■ **WHAT NEEDS TO BE DONE**
Your task is to copy the lines of the data below from the line holding "g.save(); g.translate(x, y);" through the line holding "M740,480l48,16 93,37 -26,63", inclusive, exactly and with nothing added.

■ **ENTRIES SUPPLIED**
■ ■ ■ ■ ■ ■ ■
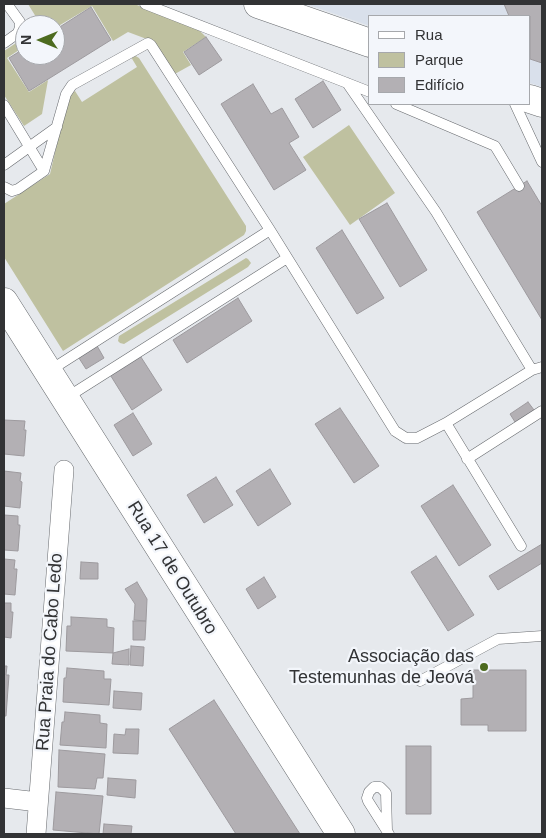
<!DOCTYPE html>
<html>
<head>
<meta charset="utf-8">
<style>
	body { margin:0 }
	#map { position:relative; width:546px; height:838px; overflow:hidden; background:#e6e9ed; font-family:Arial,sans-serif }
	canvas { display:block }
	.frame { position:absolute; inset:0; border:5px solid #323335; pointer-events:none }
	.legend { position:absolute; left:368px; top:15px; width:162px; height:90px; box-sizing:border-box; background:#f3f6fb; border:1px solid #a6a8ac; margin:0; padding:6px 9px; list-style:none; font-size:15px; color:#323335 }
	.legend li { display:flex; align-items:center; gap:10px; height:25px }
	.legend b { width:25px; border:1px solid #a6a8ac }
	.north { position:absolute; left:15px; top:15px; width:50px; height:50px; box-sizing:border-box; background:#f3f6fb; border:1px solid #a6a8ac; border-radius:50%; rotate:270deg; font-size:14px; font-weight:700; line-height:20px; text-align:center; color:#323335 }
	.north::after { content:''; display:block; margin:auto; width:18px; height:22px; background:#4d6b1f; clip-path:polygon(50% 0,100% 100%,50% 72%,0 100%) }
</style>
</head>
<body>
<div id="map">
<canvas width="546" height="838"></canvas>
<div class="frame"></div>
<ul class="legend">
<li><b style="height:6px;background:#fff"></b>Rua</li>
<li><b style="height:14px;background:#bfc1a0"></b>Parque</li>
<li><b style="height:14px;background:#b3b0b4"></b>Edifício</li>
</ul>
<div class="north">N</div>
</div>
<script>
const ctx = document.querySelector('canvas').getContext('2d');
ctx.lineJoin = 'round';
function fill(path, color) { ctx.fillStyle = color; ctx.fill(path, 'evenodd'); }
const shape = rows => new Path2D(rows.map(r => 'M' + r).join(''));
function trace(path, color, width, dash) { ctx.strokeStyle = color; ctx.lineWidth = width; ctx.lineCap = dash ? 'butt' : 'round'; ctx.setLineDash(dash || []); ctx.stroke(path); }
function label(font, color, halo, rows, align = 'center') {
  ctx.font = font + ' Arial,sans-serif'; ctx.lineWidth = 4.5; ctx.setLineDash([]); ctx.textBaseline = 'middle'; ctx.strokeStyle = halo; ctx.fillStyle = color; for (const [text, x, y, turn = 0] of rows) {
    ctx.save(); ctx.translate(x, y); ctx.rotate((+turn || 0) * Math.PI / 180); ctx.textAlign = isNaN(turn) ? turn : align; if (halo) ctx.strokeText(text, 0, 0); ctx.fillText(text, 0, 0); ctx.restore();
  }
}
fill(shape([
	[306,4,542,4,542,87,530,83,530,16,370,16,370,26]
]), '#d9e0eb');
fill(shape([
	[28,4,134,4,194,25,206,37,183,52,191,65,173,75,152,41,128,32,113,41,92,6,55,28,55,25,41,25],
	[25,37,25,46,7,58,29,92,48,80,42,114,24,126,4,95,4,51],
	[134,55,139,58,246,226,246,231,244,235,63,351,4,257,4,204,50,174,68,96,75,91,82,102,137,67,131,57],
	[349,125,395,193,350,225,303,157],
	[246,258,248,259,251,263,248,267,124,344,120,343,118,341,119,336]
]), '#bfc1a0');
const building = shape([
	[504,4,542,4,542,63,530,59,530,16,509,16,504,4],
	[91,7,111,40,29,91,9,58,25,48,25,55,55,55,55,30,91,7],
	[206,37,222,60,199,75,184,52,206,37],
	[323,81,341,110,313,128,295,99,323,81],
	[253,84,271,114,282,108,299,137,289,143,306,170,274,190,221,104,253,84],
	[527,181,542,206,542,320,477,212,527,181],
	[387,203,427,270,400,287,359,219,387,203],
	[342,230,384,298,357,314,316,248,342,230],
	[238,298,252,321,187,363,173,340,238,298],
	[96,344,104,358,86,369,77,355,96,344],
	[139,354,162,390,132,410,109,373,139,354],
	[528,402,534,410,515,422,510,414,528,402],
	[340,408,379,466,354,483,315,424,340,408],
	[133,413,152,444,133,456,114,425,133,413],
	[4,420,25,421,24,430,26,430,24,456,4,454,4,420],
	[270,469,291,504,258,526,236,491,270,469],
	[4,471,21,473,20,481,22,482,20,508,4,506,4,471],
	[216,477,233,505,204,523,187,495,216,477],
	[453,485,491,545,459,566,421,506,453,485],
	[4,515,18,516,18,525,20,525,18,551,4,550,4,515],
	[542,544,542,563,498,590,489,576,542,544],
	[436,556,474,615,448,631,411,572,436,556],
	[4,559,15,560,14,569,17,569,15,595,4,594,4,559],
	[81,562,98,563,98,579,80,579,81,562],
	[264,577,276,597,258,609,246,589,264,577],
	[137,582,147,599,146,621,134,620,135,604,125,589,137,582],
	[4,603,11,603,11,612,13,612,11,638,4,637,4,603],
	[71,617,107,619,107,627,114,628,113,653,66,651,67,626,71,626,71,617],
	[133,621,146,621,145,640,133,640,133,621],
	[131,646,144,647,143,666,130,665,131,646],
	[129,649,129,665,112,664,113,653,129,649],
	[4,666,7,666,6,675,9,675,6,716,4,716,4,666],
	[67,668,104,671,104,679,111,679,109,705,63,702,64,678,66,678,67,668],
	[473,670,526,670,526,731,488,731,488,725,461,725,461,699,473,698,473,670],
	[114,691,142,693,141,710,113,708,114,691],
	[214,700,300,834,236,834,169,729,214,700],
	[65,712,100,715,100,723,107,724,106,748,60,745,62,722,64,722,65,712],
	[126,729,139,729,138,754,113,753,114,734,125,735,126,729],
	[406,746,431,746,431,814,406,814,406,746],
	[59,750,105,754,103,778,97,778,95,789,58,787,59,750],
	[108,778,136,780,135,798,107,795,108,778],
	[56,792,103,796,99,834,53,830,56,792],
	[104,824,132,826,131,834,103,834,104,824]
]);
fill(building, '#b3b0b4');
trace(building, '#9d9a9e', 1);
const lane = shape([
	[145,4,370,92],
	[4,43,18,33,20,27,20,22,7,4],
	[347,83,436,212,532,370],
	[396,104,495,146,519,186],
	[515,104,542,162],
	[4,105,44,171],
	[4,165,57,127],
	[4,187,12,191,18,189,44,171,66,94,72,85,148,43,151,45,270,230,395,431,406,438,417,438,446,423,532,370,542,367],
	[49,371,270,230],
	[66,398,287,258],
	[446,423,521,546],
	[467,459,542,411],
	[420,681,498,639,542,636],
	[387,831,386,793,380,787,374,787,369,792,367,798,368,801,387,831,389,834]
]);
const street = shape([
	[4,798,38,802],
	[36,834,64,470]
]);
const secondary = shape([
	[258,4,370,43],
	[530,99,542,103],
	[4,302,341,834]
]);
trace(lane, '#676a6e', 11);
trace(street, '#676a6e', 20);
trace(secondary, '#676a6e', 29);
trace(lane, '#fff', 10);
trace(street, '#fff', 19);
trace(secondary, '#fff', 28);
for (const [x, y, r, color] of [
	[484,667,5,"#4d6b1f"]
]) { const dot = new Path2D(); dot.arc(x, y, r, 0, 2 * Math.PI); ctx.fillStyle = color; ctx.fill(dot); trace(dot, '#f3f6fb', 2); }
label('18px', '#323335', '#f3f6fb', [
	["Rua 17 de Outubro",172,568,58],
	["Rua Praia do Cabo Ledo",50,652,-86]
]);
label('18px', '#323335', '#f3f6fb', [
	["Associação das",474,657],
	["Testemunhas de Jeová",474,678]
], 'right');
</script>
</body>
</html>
■ ■ ■ ■ ■ ■ ■
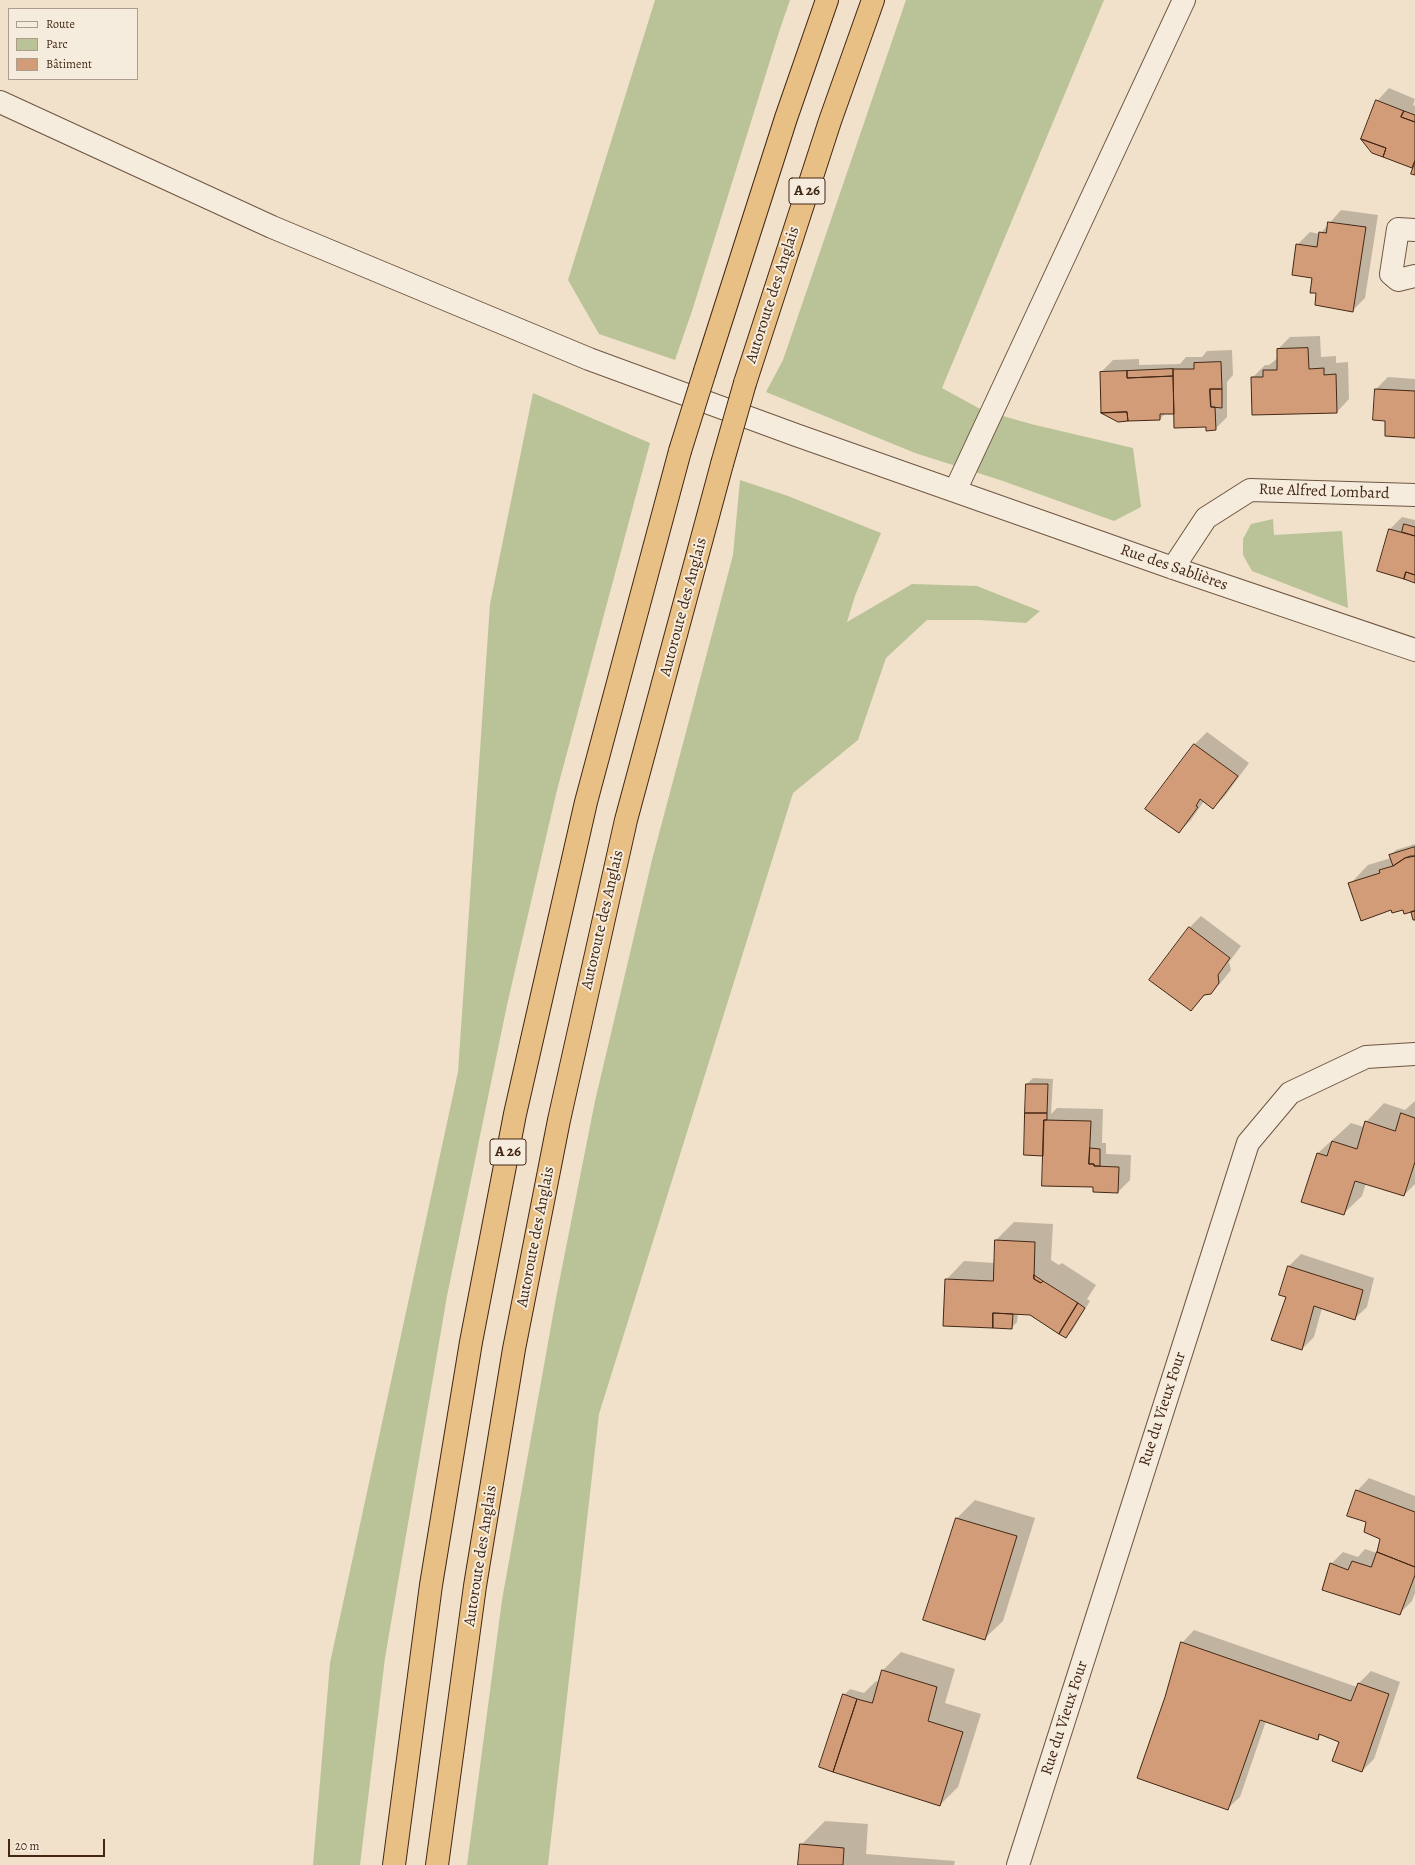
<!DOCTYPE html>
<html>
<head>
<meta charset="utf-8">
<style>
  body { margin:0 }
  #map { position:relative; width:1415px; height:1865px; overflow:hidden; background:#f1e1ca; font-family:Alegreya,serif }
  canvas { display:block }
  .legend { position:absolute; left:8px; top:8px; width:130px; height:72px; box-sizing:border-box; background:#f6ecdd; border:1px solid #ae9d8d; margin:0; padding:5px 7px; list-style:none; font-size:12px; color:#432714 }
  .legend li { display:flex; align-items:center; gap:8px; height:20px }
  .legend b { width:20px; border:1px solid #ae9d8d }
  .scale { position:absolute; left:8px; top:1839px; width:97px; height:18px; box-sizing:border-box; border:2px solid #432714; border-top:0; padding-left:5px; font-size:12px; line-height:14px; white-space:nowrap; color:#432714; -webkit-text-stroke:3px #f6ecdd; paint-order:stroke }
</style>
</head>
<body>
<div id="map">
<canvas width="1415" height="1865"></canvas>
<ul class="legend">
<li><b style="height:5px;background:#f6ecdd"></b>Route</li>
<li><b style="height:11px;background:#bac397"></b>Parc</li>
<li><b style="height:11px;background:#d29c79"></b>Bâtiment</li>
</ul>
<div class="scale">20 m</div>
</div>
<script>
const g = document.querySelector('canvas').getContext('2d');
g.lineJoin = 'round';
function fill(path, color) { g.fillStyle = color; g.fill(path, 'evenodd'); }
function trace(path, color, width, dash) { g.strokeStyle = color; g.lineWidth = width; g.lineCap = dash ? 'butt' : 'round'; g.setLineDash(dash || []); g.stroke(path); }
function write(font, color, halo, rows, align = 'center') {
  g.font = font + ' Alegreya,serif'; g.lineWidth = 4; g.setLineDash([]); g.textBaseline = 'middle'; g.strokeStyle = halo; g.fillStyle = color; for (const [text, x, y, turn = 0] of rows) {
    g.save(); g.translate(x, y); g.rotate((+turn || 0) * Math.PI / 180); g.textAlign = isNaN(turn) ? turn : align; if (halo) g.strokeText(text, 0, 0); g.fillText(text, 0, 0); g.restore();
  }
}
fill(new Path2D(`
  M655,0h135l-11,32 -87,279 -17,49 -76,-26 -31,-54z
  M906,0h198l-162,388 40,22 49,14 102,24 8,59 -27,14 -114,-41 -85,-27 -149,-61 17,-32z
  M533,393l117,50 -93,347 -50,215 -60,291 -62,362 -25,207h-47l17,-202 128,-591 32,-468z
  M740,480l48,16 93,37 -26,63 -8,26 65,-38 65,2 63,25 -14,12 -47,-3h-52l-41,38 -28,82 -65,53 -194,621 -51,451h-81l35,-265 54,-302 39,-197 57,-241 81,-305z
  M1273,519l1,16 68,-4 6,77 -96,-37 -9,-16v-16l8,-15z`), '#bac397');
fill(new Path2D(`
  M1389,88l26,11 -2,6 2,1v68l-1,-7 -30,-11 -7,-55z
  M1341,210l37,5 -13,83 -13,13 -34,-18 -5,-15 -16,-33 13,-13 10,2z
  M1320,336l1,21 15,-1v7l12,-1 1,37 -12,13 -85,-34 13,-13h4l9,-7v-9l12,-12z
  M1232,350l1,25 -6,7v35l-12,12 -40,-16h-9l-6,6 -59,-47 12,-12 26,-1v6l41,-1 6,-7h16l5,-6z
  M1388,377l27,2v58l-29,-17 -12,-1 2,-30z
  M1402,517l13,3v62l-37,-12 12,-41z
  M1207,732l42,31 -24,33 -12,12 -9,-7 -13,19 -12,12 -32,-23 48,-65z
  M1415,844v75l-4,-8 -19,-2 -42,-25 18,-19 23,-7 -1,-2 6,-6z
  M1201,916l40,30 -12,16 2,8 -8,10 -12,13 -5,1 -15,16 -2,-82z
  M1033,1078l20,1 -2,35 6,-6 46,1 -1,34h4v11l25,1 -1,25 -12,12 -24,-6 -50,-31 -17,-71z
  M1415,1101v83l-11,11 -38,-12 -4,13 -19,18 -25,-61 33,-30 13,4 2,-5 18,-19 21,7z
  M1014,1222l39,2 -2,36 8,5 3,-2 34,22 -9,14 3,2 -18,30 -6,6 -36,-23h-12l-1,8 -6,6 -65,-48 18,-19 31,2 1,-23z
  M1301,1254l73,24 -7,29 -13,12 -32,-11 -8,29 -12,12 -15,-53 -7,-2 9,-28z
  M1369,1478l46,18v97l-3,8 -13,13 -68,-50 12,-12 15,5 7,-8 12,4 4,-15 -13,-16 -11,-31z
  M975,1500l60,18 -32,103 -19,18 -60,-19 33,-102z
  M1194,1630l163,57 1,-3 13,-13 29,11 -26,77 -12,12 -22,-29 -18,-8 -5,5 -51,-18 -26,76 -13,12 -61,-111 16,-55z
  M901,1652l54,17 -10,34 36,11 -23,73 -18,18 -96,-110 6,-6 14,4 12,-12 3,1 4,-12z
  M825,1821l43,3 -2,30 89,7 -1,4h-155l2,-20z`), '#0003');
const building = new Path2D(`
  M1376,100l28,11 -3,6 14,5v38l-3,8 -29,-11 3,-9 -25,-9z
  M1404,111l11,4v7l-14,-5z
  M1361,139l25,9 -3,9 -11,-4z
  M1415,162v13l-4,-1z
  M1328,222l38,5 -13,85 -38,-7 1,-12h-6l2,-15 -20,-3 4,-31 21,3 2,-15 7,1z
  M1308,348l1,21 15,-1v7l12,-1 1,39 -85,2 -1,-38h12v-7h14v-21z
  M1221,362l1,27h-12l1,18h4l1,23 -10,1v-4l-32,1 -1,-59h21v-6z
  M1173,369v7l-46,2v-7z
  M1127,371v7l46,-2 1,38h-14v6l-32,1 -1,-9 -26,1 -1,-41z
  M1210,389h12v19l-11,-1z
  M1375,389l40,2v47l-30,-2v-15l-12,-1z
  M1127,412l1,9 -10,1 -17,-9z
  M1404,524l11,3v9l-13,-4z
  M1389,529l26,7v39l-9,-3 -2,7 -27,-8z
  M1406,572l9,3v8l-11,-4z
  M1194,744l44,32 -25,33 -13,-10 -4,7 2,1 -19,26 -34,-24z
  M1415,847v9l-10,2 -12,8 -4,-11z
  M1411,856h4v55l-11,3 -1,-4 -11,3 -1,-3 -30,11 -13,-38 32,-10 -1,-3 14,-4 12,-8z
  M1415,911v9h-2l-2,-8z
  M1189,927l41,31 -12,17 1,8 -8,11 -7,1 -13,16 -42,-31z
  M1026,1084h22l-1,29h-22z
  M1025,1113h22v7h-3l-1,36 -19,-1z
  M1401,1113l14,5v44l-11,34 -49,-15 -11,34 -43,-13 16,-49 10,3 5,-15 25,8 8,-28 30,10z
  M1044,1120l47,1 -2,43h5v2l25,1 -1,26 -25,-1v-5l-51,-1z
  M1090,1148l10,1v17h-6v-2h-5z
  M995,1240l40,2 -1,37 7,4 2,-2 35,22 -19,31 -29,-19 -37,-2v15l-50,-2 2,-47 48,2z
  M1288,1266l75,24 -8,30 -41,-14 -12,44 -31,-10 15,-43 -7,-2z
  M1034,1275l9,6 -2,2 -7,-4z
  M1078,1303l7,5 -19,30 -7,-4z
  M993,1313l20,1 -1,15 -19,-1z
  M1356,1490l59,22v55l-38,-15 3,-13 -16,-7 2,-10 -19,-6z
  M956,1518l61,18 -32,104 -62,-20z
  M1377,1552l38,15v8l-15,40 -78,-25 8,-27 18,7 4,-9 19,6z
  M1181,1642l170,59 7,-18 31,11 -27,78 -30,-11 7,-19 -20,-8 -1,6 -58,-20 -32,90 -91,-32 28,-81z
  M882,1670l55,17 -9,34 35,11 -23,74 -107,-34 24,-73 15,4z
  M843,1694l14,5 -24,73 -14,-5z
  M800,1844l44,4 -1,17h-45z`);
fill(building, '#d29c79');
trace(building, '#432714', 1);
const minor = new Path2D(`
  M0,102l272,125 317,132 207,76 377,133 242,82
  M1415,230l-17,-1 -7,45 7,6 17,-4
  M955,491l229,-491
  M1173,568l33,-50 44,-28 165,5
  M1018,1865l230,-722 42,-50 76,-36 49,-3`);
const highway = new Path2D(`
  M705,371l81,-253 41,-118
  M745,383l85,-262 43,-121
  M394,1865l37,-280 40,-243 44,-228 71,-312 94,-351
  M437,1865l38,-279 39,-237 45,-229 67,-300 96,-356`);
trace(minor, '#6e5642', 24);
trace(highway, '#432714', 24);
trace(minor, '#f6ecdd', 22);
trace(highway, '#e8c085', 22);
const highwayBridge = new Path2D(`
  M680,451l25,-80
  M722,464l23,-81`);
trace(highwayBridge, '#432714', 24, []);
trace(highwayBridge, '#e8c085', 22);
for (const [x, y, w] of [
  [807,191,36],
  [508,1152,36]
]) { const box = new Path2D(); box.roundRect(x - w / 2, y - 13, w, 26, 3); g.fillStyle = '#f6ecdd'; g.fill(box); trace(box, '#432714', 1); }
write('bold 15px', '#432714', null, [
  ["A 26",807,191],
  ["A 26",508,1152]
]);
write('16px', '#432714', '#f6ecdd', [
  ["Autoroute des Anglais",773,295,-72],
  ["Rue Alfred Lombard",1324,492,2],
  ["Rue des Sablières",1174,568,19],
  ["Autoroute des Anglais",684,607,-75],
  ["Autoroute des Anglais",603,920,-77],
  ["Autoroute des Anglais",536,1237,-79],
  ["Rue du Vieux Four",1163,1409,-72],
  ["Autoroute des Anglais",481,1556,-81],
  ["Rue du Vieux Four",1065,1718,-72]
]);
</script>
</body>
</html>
■ ■ ■ ■ ■ ■ ■
■ **TASK RESPONSE**
    g.save(); g.translate(x, y); g.rotate((+turn || 0) * Math.PI / 180); g.textAlign = isNaN(turn) ? turn : align; if (halo) g.strokeText(text, 0, 0); g.fillText(text, 0, 0); g.restore();
  }
}
fill(new Path2D(`
  M655,0h135l-11,32 -87,279 -17,49 -76,-26 -31,-54z
  M906,0h198l-162,388 40,22 49,14 102,24 8,59 -27,14 -114,-41 -85,-27 -149,-61 17,-32z
  M533,393l117,50 -93,347 -50,215 -60,291 -62,362 -25,207h-47l17,-202 128,-591 32,-468z
  M740,480l48,16 93,37 -26,63 -8,26 65,-38 65,2 63,25 -14,12 -47,-3h-52l-41,38 -28,82 -65,53 -194,621 -51,451h-81l35,-265 54,-302 39,-197 57,-241 81,-305z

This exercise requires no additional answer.